Deck 8: Intrusion Detection

Those who hack into computers do so for the thrill of it or for status.

Signature-based approaches attempt to define normal,or expected,
behavior,whereas anomaly approaches attempt to define proper behavior.

An inline sensor monitors a copy of network traffic; the actual traffic
does not pass through the device.

An intruder can also be referred to as a hacker or cracker.

Anomaly detection is effective against misfeasors.

The objective of the intruder is to gain access to a system or to increase
the range of privileges accessible on a system.

To be of practical use an IDS should detect a substantial percentage of
intrusions while keeping the false alarm rate at an acceptable level.
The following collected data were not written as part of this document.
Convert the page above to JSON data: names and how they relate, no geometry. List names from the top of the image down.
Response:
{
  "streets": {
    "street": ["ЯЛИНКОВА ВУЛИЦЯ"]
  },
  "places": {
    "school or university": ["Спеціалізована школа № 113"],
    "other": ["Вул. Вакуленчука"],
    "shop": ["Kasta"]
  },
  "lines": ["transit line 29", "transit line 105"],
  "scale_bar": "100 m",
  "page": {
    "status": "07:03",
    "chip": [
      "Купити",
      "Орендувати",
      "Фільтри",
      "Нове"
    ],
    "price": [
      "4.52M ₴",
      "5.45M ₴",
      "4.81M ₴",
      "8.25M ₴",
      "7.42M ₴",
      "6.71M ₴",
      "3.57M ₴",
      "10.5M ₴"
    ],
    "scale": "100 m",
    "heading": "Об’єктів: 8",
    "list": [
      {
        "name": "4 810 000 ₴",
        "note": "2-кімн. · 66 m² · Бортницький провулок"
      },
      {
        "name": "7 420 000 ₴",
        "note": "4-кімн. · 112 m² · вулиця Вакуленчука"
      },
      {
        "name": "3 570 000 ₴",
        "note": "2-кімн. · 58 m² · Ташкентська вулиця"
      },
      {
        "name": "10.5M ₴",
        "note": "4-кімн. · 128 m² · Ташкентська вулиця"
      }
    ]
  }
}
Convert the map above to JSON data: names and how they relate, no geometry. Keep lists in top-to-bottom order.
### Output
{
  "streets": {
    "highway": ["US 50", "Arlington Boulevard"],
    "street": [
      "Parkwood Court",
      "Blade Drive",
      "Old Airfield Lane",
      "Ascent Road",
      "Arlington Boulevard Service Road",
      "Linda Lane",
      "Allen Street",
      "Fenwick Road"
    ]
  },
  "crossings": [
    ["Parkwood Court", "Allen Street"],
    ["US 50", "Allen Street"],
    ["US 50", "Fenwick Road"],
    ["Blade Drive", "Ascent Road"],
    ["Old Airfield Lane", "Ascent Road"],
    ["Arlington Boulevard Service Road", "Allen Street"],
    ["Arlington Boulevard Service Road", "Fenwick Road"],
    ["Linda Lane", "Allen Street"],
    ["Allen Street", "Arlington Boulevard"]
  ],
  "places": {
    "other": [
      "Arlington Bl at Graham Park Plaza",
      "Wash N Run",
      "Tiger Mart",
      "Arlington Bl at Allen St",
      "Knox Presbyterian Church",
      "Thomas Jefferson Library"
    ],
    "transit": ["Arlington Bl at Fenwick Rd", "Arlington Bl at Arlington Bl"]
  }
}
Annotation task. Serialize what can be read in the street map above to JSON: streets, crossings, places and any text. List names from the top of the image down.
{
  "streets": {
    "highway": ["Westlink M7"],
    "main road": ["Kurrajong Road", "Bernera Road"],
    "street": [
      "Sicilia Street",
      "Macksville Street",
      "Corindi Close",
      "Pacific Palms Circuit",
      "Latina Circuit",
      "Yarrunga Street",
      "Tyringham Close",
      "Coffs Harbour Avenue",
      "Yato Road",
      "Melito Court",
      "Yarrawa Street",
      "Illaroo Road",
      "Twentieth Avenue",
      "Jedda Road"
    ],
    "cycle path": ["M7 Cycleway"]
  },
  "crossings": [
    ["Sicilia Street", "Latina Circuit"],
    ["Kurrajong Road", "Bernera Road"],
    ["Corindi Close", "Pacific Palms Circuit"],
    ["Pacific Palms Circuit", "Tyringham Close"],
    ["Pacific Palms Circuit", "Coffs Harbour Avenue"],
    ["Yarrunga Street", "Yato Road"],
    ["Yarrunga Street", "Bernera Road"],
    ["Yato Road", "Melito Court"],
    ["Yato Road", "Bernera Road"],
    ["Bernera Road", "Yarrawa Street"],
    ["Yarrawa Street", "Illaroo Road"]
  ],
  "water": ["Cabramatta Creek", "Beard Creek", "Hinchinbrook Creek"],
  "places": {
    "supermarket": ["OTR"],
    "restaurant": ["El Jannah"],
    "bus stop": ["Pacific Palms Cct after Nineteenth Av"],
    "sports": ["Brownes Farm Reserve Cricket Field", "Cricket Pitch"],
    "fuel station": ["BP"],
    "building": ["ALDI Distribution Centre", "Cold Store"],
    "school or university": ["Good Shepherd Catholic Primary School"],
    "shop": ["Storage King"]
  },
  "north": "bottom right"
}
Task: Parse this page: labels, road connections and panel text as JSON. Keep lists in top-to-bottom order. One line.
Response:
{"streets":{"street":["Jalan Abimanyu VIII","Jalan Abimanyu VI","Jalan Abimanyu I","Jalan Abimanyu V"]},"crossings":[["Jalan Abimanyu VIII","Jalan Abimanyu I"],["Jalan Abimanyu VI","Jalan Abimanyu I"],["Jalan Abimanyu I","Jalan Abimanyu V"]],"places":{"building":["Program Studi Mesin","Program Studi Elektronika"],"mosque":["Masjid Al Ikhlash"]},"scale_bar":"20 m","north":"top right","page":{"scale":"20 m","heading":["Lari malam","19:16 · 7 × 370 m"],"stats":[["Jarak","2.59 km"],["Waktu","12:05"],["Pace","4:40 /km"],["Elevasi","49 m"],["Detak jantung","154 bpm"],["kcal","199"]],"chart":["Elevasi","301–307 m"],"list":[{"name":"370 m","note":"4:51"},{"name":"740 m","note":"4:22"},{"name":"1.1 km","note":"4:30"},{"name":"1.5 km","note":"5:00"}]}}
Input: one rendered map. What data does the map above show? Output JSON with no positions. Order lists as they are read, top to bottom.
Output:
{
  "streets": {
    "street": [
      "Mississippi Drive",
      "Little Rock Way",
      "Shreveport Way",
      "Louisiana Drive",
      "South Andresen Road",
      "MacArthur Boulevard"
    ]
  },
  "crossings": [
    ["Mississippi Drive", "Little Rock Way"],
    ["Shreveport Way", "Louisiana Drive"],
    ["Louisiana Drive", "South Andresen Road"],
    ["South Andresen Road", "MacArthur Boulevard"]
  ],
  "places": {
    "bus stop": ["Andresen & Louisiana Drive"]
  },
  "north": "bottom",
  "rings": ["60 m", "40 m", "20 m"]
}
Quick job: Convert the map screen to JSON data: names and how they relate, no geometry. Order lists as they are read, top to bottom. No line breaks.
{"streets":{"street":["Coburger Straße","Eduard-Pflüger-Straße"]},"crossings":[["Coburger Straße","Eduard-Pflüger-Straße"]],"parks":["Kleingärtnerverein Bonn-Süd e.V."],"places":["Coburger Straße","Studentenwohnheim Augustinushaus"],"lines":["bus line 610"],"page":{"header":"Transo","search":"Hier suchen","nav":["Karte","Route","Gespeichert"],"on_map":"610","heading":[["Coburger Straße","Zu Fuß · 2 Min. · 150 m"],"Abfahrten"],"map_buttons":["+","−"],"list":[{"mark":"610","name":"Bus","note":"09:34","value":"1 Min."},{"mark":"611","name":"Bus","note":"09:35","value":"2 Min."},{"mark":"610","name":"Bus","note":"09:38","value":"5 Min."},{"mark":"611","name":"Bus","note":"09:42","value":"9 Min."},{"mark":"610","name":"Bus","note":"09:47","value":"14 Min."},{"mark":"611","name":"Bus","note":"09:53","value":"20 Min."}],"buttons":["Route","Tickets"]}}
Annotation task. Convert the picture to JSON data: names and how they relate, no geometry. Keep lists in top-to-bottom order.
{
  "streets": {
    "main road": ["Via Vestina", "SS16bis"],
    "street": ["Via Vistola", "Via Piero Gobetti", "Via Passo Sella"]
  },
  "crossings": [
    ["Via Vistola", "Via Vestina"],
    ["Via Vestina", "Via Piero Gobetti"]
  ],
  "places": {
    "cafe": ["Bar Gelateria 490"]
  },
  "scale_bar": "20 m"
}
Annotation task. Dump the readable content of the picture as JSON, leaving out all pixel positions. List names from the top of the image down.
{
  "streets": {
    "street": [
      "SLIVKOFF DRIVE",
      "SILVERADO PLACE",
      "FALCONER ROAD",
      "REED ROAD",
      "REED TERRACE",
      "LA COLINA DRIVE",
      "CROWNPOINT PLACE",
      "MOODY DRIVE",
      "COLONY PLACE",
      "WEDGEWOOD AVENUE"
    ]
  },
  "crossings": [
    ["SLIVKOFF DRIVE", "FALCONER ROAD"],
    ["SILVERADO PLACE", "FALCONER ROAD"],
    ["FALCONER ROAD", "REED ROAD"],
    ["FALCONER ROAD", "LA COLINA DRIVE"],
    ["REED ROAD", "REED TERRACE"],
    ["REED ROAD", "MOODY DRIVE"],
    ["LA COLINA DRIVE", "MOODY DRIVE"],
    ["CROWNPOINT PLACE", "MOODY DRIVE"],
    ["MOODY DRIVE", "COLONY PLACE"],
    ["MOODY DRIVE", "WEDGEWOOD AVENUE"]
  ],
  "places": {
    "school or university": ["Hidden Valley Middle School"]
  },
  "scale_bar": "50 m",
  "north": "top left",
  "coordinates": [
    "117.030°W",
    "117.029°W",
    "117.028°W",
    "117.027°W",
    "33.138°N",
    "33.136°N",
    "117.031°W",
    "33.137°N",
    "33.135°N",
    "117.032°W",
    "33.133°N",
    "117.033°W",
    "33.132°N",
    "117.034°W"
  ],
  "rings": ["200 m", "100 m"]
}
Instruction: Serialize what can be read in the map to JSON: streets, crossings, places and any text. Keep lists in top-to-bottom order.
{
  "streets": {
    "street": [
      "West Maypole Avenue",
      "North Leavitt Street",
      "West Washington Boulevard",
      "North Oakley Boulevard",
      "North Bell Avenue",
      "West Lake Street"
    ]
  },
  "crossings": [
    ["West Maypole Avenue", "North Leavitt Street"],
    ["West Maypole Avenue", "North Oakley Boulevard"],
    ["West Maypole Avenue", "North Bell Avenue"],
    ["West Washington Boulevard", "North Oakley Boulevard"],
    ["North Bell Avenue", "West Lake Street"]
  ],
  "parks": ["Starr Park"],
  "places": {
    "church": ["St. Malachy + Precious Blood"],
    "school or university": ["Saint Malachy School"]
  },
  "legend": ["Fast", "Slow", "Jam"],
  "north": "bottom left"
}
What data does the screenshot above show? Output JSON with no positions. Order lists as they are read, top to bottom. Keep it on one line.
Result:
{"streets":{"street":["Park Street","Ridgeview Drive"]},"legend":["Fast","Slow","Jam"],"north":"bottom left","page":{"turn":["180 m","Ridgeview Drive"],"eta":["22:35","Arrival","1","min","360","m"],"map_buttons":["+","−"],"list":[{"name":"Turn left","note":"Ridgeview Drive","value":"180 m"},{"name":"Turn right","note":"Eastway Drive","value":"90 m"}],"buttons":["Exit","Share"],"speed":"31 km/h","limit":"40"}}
Network-based intrusion detection makes use of signature detection
and anomaly detection.

The masquerader is most likely an insider.

The primary purpose of an IDS is to detect intrusions,log suspicious
events,and send alerts.

The IDS component responsible for collecting data is the user interface.

A common location for a NIDS sensor is just inside the external
firewall.

Intrusion detection is based on the assumption that the behavior of the
intruder differs from that of a legitimate user in ways that can be quantified.

Running a packet sniffer on a workstation to capture usernames and passwords is an example of intrusion.

_________ are cooperative ventures that collect information about system vulnerabilities and disseminate it to systems mangers.

A ________ IDS monitors traffic at selected points on a network or interconnected set of networks.

__________ is a security service that monitors and analyzes system events for the purpose of finding,and providing real-time warning of attempts to access system resources in an unauthorized manner.

The three classes of intruders are masquerader,clandestine user and _________.

The _________ detection approach involves defining thresholds,independent of user,for the frequency of occurrence of various events.

_________ anomaly detection focuses on characterizing the past behavior of individual users or related groups of users and then detecting significant deviations.

A ________ is a legitimate user who accesses data,programs,or resources for which such access is not authorized,or who is authorized for such access but misuses his or her privileges.

An IDS comprises three logical components: analyzers,user interface and _____.

A distributed IDS consists of three main components: host agent module,central manager module,and ___________ module.

________ detection techniques detect intrusion by observing events in the system and applying a set of rules that lead to a decision regarding whether a given pattern of activity is or is not suspicious.

________ are decoy systems that are designed to lure a potential attacker away from critical systems.

A Snort installation consists of four logical components: packet decoder,detection engine,logger,and ________.

The functional components of an _________ are: data source,sensor,analyzer,administration,manager,and operator.

The _________ is the predefined formally documented statement that defines what activities are allowed to take place on an organization's network or on particular hosts to support the organization's requirements.

The _________ (RFC 4766)document defines requirements for the Intrusion Detection Message Exchange Format (IDMEF).